CONCEPT Cited by 1 source
Blast-radius multiplier at fleet scale¶
Definition¶
Blast-radius multiplier at fleet scale is the statistical
reality that, as the number of components in a fleet grows, the
probability of at least one active impacting event tends
rapidly toward 1 — even when any single component's failure
probability is small. For a fleet of N components, each with
independent probability p of being in a failing state, the
probability of at least one failing is 1 − (1 − p)^N.
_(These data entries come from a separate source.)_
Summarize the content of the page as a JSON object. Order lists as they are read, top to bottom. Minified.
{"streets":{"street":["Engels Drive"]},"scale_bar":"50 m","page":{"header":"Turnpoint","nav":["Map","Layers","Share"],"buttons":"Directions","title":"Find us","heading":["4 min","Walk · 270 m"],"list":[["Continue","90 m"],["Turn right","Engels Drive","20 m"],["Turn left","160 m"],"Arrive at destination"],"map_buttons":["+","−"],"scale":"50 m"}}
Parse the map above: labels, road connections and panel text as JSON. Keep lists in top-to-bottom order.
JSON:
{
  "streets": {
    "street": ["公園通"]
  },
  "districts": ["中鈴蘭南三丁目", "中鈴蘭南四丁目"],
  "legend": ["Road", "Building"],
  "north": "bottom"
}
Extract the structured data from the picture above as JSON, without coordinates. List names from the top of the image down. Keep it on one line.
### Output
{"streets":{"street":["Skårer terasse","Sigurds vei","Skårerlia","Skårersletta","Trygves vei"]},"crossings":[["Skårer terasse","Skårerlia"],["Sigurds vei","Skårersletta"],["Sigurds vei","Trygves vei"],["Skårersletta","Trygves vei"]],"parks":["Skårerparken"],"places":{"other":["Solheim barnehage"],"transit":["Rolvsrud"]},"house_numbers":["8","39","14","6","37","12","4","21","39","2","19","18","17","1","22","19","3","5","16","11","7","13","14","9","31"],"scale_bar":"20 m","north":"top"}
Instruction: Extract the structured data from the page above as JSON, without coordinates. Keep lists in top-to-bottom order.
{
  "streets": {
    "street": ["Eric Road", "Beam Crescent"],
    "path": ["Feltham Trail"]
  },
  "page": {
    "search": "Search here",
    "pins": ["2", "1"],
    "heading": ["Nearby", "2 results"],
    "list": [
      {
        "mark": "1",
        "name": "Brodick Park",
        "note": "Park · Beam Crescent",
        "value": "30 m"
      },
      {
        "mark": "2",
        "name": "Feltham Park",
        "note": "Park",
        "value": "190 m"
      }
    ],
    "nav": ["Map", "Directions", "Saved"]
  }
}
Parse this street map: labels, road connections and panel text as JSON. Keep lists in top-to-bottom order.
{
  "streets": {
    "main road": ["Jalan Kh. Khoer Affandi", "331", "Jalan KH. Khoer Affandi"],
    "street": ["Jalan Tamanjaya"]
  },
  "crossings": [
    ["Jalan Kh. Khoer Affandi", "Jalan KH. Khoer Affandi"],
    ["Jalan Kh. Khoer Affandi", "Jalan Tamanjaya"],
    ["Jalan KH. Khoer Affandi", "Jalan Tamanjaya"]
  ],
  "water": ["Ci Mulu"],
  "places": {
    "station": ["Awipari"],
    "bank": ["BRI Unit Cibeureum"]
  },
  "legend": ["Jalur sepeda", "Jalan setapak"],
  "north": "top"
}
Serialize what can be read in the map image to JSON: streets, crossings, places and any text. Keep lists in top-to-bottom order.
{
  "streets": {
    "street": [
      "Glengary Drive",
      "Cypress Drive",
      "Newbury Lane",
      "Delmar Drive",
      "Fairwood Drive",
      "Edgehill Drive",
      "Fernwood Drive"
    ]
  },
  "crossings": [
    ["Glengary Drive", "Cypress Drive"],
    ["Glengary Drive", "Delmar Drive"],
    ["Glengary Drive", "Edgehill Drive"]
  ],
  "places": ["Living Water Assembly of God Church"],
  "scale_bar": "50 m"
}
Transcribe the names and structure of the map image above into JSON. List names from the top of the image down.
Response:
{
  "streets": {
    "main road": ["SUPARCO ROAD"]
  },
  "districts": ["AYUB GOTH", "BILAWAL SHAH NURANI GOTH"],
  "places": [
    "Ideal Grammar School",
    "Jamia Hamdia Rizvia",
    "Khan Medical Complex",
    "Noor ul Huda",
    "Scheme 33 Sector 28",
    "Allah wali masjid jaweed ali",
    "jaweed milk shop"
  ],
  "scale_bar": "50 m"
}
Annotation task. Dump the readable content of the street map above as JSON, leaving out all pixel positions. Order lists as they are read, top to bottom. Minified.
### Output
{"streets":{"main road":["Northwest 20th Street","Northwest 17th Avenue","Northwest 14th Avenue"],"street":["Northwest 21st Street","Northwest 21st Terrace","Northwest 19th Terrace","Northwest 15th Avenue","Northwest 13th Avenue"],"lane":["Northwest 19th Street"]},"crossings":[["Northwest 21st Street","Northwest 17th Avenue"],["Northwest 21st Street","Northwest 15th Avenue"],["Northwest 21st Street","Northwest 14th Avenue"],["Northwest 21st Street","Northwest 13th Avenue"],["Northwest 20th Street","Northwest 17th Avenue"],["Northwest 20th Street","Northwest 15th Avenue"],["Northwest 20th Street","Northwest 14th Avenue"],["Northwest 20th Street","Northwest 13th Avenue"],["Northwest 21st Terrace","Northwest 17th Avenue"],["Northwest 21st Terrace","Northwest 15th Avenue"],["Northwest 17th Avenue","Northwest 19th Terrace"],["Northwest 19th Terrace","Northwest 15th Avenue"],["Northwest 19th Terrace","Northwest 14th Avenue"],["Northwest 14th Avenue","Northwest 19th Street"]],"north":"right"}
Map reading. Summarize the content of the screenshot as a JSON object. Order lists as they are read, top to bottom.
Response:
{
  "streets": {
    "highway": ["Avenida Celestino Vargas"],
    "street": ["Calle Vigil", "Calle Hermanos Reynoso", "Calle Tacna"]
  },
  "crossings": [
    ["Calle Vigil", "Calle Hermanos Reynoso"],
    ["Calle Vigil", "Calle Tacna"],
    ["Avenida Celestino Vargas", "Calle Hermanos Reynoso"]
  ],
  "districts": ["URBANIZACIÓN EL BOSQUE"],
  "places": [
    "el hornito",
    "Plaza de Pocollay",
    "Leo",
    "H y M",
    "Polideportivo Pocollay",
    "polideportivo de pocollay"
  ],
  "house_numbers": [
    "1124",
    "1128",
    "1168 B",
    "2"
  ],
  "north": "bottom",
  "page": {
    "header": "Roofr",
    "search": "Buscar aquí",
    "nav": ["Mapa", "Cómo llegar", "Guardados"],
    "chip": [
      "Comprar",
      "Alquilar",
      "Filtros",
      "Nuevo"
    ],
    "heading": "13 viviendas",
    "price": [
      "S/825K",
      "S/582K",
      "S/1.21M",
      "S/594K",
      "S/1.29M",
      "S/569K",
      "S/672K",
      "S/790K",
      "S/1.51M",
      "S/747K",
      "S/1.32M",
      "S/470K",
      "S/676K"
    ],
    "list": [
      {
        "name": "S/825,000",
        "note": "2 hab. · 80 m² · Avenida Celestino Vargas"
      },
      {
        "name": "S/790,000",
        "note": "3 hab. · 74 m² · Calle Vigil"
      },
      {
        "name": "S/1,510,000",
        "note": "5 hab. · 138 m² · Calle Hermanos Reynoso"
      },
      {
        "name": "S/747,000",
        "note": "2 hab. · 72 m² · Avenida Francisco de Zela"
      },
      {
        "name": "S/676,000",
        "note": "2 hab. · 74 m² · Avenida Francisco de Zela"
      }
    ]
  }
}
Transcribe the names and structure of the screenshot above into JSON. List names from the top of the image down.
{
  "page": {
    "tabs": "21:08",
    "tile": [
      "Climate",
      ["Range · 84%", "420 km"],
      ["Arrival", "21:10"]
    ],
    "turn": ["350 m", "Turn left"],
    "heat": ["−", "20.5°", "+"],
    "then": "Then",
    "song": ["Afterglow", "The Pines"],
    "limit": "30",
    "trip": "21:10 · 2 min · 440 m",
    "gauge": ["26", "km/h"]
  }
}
The wiki's canonical worked example comes from EBS on sources/2025-03-18-planetscale-the-real-failure-rate-of-ebs:
- 1 gp3 volume: expected to be under 90% of provisioned IOPS 1% of the time (14 min/day).
- 256-shard database × (1 primary + 2 replicas) = 768 gp3 volumes.
- Under the PlanetScale-post assumptions (50% application- tolerance, 10-min event length, 1%–89% uniform severity), per-volume probability of being in an impacting window at any given moment is small — but across 768 volumes: "there is a 99.65% chance you have at least one node experiencing a production-impacting event at any given time."
- io2 fleet of the same size: "roughly one third of the time in any given year" you'd expect the database to be in a failure condition.
The operational consequence¶
If the fleet-wide probability of an active event is ~1, then the operational question shifts:
- No longer: "will we have an incident today?" (yes, somewhere)
- New question: "how fast can we detect and mitigate, and how bounded is the impact window?"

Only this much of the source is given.